_Data extract_

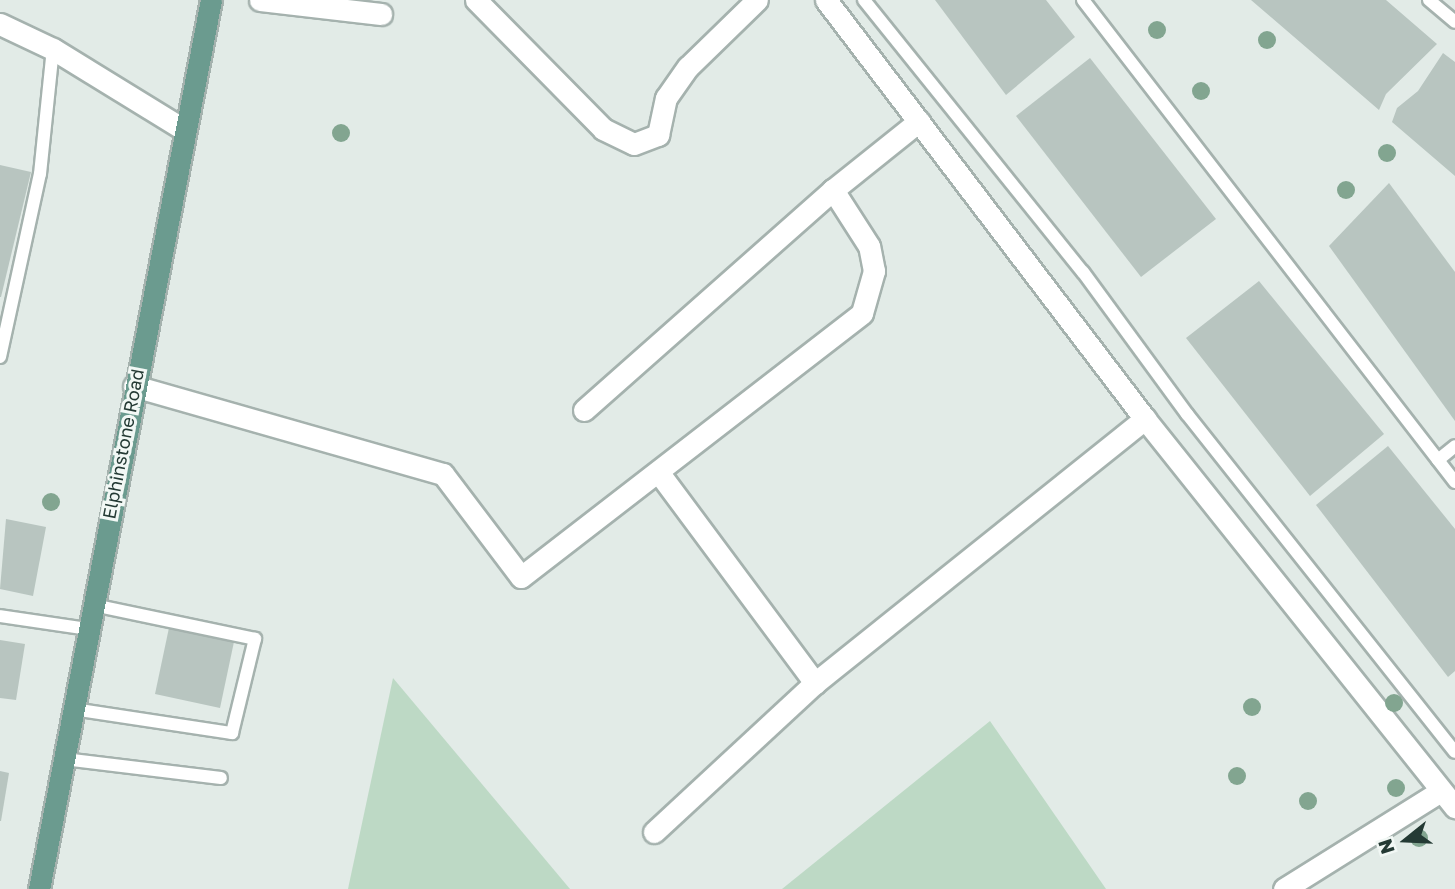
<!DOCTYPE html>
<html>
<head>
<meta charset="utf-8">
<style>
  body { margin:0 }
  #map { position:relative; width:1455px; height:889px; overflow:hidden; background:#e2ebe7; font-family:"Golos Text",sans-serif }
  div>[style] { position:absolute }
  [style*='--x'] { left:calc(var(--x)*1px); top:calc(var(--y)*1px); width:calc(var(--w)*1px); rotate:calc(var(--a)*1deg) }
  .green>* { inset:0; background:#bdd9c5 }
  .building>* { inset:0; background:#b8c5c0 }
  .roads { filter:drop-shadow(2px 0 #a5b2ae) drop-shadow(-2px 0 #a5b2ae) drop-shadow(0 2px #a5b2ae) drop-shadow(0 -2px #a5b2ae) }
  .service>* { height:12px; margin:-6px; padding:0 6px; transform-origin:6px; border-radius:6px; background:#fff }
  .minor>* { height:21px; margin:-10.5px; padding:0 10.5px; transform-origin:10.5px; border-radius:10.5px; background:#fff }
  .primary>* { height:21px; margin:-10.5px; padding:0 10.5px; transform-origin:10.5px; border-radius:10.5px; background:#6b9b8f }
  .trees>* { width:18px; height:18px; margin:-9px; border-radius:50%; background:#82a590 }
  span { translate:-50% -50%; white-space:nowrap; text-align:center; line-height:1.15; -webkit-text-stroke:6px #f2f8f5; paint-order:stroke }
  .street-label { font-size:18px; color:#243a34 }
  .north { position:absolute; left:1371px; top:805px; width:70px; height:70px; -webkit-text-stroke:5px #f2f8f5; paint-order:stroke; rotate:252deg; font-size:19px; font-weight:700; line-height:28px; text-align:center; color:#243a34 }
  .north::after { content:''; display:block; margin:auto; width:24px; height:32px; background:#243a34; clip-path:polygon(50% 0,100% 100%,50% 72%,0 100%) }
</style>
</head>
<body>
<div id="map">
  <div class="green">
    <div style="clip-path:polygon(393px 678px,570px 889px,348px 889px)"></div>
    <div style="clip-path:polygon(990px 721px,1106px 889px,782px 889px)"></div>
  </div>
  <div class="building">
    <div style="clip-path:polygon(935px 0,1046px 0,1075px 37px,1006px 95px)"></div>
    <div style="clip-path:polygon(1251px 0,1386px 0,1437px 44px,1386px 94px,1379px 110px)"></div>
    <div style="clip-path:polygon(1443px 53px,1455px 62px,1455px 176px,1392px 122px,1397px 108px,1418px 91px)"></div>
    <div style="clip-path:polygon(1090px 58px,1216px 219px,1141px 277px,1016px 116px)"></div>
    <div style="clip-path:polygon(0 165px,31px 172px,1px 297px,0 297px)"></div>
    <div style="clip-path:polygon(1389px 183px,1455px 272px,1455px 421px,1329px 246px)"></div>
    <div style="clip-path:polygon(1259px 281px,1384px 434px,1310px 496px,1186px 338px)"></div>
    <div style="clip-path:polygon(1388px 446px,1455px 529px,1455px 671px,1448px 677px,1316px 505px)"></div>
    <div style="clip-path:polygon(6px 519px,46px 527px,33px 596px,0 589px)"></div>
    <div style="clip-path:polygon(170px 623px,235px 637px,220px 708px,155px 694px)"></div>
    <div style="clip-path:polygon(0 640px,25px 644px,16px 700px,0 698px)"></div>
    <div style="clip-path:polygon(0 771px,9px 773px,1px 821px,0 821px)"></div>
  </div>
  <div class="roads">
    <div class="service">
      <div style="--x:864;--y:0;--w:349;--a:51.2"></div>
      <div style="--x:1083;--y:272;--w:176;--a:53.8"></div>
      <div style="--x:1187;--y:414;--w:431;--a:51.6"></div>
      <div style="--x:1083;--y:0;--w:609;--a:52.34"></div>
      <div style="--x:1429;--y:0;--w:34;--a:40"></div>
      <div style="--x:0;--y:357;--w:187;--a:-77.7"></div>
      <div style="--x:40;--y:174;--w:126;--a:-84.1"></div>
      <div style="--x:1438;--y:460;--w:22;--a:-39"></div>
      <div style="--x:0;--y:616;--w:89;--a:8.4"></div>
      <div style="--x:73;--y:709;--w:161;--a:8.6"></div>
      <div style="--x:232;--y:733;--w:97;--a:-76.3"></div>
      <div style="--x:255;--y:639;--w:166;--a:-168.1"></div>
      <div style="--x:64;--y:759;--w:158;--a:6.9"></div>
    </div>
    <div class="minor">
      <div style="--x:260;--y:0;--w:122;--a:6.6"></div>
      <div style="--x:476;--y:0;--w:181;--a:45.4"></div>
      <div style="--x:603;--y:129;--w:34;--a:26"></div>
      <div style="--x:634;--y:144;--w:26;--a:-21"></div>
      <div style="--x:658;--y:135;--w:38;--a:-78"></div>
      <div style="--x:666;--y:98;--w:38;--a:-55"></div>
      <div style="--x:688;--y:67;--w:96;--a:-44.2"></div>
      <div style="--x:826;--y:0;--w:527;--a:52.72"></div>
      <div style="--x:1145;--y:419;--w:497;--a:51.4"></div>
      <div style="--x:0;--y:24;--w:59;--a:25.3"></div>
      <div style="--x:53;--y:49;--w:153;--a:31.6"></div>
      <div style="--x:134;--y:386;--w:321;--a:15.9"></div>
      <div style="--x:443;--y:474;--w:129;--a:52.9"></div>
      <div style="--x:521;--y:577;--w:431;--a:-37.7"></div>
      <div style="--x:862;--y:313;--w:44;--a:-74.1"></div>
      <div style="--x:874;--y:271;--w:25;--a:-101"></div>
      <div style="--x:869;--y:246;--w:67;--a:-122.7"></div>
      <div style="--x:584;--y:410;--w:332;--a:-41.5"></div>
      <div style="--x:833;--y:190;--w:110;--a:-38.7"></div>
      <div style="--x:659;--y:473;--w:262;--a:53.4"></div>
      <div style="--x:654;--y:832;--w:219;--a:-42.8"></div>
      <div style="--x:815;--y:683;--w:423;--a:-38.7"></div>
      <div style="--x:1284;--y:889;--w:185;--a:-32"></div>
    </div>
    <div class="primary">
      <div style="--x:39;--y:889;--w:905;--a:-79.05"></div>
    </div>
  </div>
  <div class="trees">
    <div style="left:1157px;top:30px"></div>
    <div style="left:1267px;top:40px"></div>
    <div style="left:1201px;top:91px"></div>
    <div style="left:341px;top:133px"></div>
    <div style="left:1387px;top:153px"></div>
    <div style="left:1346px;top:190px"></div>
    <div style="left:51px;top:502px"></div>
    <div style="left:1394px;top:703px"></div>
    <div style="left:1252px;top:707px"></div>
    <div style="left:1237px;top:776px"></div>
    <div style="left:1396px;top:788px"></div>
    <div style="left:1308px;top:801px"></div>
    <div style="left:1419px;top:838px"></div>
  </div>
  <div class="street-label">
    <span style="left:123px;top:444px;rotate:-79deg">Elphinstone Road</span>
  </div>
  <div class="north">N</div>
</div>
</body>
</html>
--
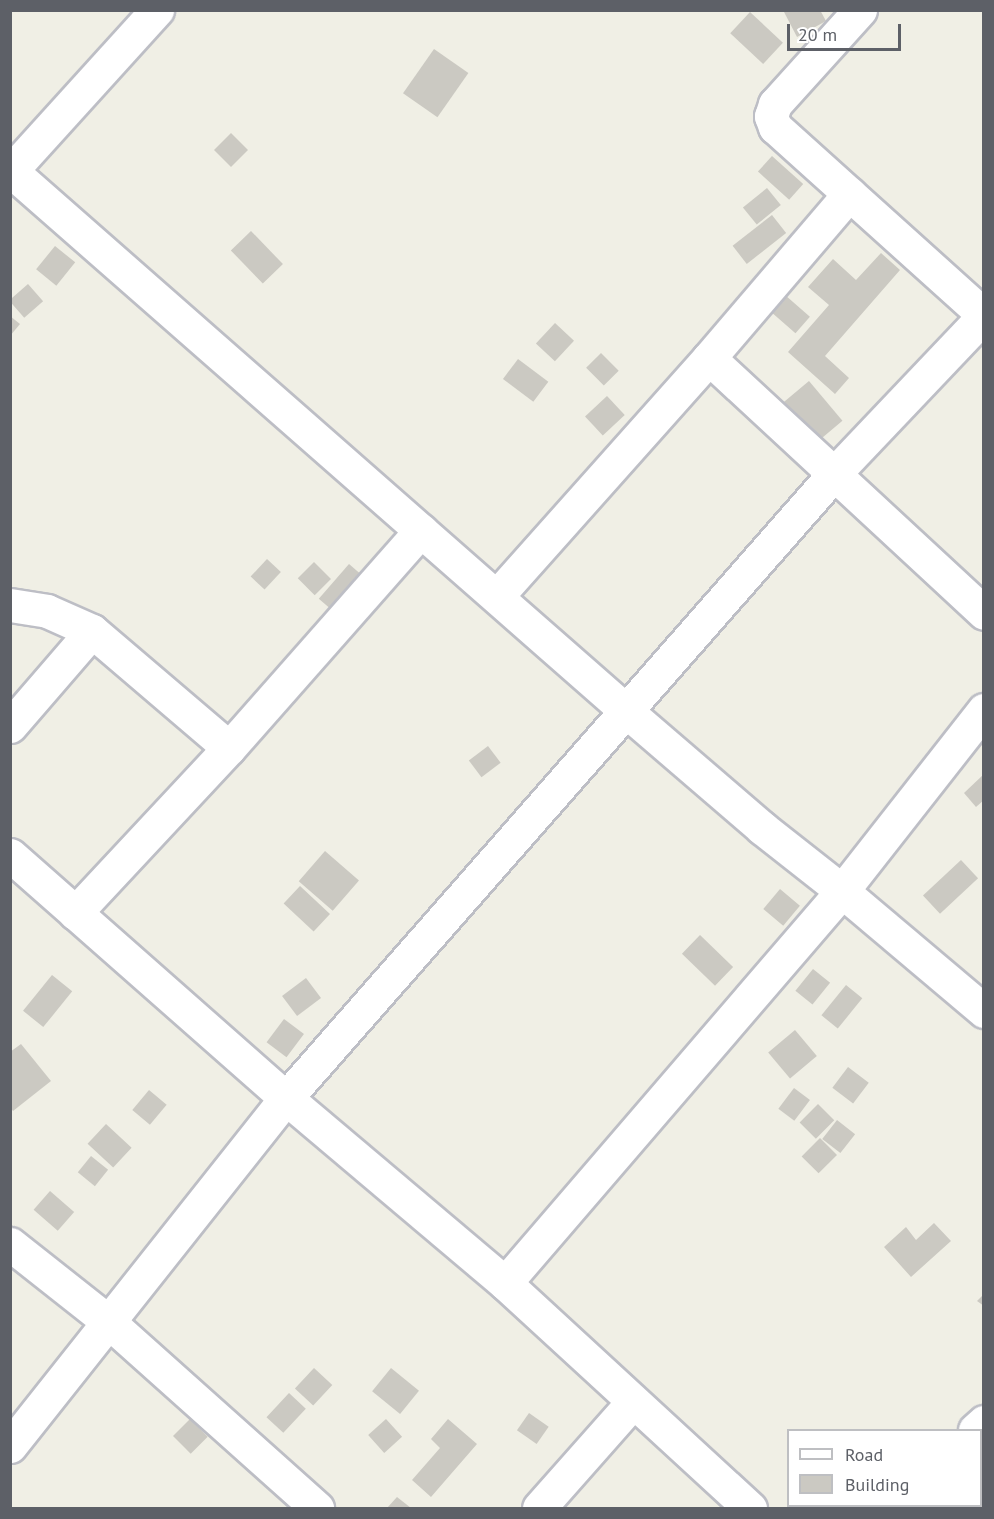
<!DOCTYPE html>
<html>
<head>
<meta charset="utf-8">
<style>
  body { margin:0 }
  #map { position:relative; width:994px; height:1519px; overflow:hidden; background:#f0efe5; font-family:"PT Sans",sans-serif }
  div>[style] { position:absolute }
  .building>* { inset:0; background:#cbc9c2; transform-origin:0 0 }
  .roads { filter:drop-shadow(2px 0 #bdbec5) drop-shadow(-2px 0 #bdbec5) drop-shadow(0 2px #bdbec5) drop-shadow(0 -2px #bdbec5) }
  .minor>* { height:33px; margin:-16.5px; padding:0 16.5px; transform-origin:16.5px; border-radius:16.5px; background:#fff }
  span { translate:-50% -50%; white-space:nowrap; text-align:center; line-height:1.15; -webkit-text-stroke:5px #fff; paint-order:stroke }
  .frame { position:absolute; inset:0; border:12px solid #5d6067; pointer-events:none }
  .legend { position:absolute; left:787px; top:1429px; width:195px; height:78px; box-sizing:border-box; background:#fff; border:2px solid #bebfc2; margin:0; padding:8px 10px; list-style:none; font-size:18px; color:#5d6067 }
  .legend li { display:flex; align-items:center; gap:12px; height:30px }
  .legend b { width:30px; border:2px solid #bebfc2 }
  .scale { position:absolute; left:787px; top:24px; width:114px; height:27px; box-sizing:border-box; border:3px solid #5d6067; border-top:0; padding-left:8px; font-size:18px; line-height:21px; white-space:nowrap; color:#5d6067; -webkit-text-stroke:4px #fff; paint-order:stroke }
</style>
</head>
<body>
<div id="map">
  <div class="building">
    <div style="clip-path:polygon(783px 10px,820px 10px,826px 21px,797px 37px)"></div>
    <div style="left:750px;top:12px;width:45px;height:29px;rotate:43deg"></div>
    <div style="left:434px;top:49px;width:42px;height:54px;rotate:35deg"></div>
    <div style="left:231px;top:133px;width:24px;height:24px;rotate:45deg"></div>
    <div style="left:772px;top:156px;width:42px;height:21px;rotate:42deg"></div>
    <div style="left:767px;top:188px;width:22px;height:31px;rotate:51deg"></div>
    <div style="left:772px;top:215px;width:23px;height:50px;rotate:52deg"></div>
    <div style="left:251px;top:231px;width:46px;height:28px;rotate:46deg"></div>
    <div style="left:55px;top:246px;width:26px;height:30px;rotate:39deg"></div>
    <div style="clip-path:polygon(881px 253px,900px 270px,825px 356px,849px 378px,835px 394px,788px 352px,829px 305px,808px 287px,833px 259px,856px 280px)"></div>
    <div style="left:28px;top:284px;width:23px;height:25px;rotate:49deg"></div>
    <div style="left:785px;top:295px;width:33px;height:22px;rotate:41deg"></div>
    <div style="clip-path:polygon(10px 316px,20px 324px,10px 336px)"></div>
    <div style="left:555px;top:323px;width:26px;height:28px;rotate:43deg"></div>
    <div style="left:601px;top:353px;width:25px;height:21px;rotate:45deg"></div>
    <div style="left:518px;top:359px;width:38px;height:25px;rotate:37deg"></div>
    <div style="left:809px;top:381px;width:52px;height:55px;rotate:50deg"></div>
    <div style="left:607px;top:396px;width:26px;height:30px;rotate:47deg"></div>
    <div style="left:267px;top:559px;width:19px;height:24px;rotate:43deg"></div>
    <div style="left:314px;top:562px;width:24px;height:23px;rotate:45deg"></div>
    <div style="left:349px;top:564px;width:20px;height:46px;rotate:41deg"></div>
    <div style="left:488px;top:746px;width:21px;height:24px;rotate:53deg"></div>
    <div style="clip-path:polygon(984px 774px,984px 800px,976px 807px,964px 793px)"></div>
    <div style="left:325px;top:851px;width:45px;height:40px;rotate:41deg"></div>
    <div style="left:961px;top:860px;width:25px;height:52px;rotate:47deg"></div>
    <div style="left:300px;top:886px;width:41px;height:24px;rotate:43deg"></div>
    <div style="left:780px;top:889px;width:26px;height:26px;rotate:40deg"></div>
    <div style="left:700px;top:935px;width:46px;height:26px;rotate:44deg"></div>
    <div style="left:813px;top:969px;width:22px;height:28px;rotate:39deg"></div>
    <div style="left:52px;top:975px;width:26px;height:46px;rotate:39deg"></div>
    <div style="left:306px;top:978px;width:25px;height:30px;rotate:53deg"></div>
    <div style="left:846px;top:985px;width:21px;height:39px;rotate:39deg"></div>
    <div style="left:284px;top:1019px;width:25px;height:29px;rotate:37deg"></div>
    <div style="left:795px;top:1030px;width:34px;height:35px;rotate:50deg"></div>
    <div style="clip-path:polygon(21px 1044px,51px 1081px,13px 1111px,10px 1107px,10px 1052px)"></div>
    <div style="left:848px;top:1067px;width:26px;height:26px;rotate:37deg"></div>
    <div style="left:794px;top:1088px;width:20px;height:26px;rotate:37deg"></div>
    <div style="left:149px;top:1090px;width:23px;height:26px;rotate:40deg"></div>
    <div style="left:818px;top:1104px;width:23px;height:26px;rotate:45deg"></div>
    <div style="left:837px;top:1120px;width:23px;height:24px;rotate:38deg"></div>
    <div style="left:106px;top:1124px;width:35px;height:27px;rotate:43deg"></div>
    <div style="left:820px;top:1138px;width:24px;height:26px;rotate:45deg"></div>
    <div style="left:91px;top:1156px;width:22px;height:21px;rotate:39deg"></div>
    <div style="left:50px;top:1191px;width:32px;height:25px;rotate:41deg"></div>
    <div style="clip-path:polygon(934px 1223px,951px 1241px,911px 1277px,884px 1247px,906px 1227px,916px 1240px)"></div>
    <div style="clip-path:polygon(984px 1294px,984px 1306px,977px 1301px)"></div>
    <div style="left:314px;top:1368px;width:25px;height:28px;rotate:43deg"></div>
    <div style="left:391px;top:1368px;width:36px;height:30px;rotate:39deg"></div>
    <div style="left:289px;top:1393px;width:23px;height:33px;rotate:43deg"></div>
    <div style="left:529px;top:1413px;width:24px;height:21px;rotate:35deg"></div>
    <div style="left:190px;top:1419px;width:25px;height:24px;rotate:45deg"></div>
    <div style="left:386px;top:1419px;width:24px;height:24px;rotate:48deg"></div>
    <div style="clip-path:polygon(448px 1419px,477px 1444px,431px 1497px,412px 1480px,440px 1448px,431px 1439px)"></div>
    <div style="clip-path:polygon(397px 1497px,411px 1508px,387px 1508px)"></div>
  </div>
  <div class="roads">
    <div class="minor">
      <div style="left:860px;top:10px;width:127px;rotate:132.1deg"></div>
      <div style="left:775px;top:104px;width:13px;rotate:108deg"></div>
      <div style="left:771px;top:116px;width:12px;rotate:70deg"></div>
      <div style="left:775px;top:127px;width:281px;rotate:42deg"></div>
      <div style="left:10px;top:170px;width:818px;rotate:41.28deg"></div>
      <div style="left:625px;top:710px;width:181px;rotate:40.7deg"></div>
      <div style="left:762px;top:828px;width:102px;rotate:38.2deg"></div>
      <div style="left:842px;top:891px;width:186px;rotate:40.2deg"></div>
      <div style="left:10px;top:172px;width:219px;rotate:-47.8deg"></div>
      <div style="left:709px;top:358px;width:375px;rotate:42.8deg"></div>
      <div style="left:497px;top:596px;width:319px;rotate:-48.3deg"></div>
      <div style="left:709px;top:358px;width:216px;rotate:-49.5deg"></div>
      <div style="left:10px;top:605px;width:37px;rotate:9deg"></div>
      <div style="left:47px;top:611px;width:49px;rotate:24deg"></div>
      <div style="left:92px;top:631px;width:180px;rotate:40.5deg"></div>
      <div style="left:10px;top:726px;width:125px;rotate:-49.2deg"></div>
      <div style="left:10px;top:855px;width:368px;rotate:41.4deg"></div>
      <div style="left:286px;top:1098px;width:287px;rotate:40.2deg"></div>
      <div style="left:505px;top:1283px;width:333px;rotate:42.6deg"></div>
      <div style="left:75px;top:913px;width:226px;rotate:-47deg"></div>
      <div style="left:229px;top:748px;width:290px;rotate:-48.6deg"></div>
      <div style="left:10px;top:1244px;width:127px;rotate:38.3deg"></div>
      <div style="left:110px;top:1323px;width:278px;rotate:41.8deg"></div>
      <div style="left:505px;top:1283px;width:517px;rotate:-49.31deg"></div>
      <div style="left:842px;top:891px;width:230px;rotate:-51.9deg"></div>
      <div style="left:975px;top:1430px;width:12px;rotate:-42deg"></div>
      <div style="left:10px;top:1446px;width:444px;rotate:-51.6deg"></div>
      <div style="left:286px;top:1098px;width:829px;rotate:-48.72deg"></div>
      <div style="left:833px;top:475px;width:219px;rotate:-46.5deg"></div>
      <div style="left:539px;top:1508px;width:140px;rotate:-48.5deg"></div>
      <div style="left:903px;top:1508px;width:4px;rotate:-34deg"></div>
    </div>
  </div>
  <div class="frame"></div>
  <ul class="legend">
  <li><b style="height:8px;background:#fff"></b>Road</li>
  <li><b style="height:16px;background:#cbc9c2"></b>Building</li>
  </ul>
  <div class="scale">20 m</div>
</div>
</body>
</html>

_Try it_
Check the data for the word "relative" and pull out the lines that have it.

_Written solution_
  #map { position:relative; width:1455px; height:889px; overflow:hidden; background:#e2ebe7; font-family:"Golos Text",sans-serif }
  #map { position:relative; width:994px; height:1519px; overflow:hidden; background:#f0efe5; font-family:"PT Sans",sans-serif }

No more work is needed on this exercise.